Siobhan shrugged. She wasn’t about to let him know there was a machine around the corner next to the toilets.
“The skeleton,” she reminded him.
“What about it?” He leaned back, as though wishing he were elsewhere.
“You took it from outside Professor Gates’s office.”
“So what?”
“I’d like to know how it ended up in a concrete floor in Fleshmarket Alley.”
“Me, too,” he snorted. “Maybe I could sell the idea to Dad for a miniseries.”
“After you took it . . .” Siobhan prompted.
He swirled his glass, producing a fresh head on the top of the pint. “You mistake me for a cheap date—one drink and you think I’ll spill the beans?”
“Right you are, then . . .” Siobhan started to get to her feet.
“At least finish your drink,” he protested.
“No, thanks.”
He rolled his head to left and right. “All right, point made . . .” Gestured with his arm. “Sit down again and I’ll tell you.” She hesitated, then pulled out the chair opposite him. He pushed her glass towards her. “Christ,” he said, “you’re a real drama queen when you get going.”

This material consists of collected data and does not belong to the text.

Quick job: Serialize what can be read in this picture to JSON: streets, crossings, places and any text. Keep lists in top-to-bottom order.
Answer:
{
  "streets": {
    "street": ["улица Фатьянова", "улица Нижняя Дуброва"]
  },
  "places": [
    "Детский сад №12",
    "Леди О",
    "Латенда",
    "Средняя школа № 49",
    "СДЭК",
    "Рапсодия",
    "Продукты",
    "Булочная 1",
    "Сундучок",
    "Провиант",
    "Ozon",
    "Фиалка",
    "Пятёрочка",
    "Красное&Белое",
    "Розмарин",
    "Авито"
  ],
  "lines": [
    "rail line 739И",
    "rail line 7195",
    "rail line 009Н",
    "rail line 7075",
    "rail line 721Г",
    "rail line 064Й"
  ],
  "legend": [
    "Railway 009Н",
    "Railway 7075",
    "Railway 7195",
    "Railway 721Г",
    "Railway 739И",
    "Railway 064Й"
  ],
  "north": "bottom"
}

“I’m sure you are, too.” She lifted her tonic water. On entering the bar, Cater had ordered her a gin and tonic, but she’d managed to signal to Harry that she didn’t want the gin. Straight tonic was what she’d been given—the reason the round had been so cheap . . .
“If I tell you, can we get a bite to eat after?” She glared at him. “I’m ravenous,” he persisted.
“There’s a good chippie on Broughton Street.”
“Is that anywhere near your flat? We could take the fish suppers back there . . .”
This time she had to smile. “You never give up, do you?”
“Not unless I’m really, really sure.”
“Sure of what?”
“That the woman isn’t interested.” He beamed a smile at her. Meantime, behind her, the man at the next table cleared his throat as he turned to a fresh page.
“We’ll see,” was her response. And then: “So tell me about the bones of Mag Lennox . . .”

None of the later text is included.